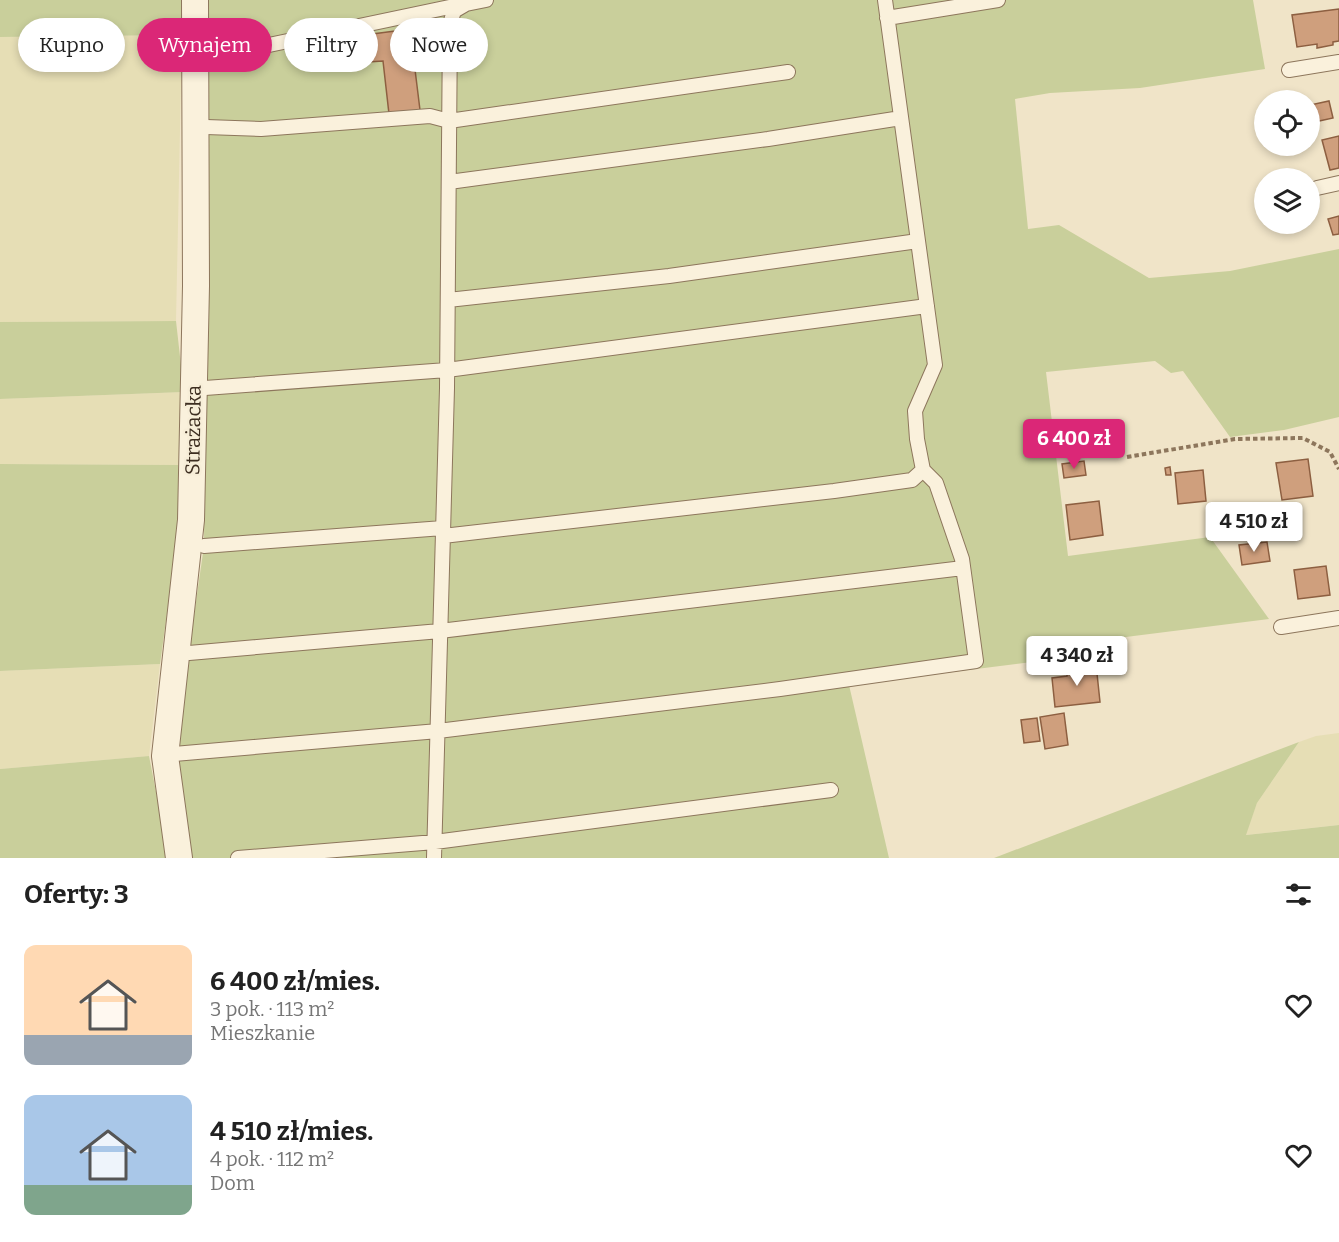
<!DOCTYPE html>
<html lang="pl">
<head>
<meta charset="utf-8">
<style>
	:root { --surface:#fff; --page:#f6f6f6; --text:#222; --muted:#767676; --accent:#db2777 }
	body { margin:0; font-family:Bitter,serif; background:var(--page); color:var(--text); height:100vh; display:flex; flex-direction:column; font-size:22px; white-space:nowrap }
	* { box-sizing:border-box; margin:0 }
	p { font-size:20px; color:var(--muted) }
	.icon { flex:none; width:33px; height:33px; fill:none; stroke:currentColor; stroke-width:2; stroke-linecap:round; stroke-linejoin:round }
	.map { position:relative; height:858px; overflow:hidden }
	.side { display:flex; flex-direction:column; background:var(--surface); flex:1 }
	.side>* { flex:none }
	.top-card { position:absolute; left:18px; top:18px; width:600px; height:54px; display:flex; gap:12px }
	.controls { position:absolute; left:1254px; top:90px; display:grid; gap:12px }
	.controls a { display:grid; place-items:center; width:66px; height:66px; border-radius:50%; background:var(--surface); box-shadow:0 3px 9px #0003; font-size:30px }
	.price { position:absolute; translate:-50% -51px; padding:0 14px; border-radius:6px; background:#fff; color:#222; font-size:20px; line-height:39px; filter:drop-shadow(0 2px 3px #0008) }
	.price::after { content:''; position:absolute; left:50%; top:36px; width:18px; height:14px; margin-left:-9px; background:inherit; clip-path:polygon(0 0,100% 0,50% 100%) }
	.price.selected { background:var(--accent); color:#fff }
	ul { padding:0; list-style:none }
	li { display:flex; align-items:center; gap:18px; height:150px; padding:0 24px }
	li span { display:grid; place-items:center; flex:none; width:168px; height:120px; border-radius:12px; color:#555 }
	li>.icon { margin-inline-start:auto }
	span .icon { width:72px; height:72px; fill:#fffc; stroke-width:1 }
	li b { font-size:26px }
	h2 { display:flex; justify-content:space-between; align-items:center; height:72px; padding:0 24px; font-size:26px }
	.chip { padding:0 21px; border-radius:27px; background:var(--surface); box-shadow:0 3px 9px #0003; font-size:21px; line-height:54px }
	.chip.selected { background:var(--accent); color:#fff }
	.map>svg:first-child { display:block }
	.farmland { fill:#e6deb5 }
	.green { fill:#c9cf9b }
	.building { fill:#cf9f7d; stroke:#8d5f41; stroke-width:1.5 }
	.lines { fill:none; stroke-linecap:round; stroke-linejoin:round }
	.lane-casing { stroke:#8d765c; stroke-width:16 }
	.street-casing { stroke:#8d765c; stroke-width:28 }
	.path { stroke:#8d765c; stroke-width:4; stroke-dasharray:4.5 3; stroke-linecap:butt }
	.lane { stroke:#faf1dc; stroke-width:14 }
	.street { stroke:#faf1dc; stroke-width:26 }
	.labels { text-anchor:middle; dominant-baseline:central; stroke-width:5; stroke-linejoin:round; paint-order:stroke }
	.street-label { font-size:20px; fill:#3d2e20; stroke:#f7eed8 }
</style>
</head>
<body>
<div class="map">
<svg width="1339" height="858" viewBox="0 0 1339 858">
	<rect width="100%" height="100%" fill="#f0e4c8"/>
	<path class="farmland" d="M182,35L176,321L0,322V37Z
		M184,392L178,465L0,464V399Z
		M160,664L149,756L0,769V671Z
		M1339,733V825L1245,835L1257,803L1299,742L1316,736Z"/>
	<path class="green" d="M0,0H183L182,35L0,37Z
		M207,0H1253L1265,69L1140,88L1050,93L1015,99L1028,229L1059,225L1149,278L1230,271L1339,249V417L1284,430L1230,437L1183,371L1171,373L1155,361L1046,372L1068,556L1210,537L1269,619L1078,643L1079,656L849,685L889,858H188L174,754L204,546Z
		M176,321L184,392L0,399V322Z
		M0,464L178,465L179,526L160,664L0,671Z
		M1299,742L1257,803L1246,835L1339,825V858H994Z
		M149,756L169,858H0V769Z"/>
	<path class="building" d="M1339,9V41L1333,42V45L1317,48V44L1297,47L1292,15Z
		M410,29L420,110L389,114L383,61L368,62L365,35Z
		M1329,101L1333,118L1310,123V105Z
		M1339,136V168L1330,170L1322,140Z
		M1339,216V234L1333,235L1328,219Z
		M1308,459L1313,496L1282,500L1276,463Z
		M1084,461L1086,475L1064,478L1062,464Z
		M1170,467L1171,475H1166L1165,468Z
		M1203,470L1206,501L1178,504L1175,473Z
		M1099,501L1103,535L1070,540L1066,505Z
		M1267,542L1270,561L1242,565L1239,545Z
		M1326,566L1330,595L1298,599L1294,570Z
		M1096,664L1100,702L1055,707L1052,678L1067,676V667Z
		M1064,713L1068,745L1045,749L1040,717Z
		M1037,718L1040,741L1024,743L1021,720Z"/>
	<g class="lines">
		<defs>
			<path id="lane" d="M887,18L998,0
				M245,50L464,4
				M1289,70L1339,62
				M206,127L261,129L430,116L449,121L788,72
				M449,182L768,139L901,118
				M1317,188L1339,183
				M448,300L669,276L918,241
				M205,388L447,370L927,306
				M443,536L834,491L912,480L923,470
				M204,546L443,528
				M1281,627L1339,618
				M189,653L440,631L963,568
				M174,754L438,731L780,689L976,661L962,559L936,483L923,470L917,439L915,411L935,365L885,0
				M238,858L435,842L831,790
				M434,858L447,388L450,24L454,11L466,4L486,0"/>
			<path id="street" d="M179,858L165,756L191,520L196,286L195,0"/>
		</defs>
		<use href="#lane" class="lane-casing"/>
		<use href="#street" class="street-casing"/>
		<path class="path" d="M1127,457L1235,439L1303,438L1330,452L1339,469"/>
		<use href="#lane" class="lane"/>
		<use href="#street" class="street"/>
	</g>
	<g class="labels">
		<g class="street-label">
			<text transform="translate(193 430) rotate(-89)">Strażacka</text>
		</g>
	</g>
</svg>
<div class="controls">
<a><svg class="icon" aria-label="locate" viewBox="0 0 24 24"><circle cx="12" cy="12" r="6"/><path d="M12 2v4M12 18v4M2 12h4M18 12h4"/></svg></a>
<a><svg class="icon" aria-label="layers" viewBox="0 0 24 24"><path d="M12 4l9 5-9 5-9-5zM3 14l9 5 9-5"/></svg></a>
</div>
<b class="price selected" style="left:1074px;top:470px">6 400 zł</b>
<b class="price" style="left:1254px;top:553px">4 510 zł</b>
<b class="price" style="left:1077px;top:687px">4 340 zł</b>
<div class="top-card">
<a class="chip">Kupno</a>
<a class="chip selected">Wynajem</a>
<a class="chip">Filtry</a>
<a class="chip">Nowe</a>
</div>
</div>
<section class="side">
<h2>Oferty: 3<svg class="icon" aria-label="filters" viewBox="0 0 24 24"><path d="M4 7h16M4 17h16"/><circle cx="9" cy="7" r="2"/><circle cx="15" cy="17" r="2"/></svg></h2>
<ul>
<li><span style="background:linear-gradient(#ffd9b3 75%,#9aa5b1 0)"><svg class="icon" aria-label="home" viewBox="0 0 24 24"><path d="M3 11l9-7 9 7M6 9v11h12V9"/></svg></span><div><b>6 400 zł/mies.</b><p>3 pok. · 113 m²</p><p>Mieszkanie</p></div><svg class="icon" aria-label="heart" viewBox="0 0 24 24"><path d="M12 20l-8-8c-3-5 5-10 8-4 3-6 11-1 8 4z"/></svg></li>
<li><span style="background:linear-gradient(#a9c7e8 75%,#7fa58c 0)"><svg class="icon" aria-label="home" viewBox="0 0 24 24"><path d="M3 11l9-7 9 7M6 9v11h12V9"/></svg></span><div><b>4 510 zł/mies.</b><p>4 pok. · 112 m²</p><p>Dom</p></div><svg class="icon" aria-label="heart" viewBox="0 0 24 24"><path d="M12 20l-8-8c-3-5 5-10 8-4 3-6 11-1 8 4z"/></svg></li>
</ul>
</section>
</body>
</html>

### What to work on
Every line of the listing that includes the word "linecap" forms the answer.

### Task answer
	.icon { flex:none; width:33px; height:33px; fill:none; stroke:currentColor; stroke-width:2; stroke-linecap:round; stroke-linejoin:round }
	.lines { fill:none; stroke-linecap:round; stroke-linejoin:round }
	.path { stroke:#8d765c; stroke-width:4; stroke-dasharray:4.5 3; stroke-linecap:butt }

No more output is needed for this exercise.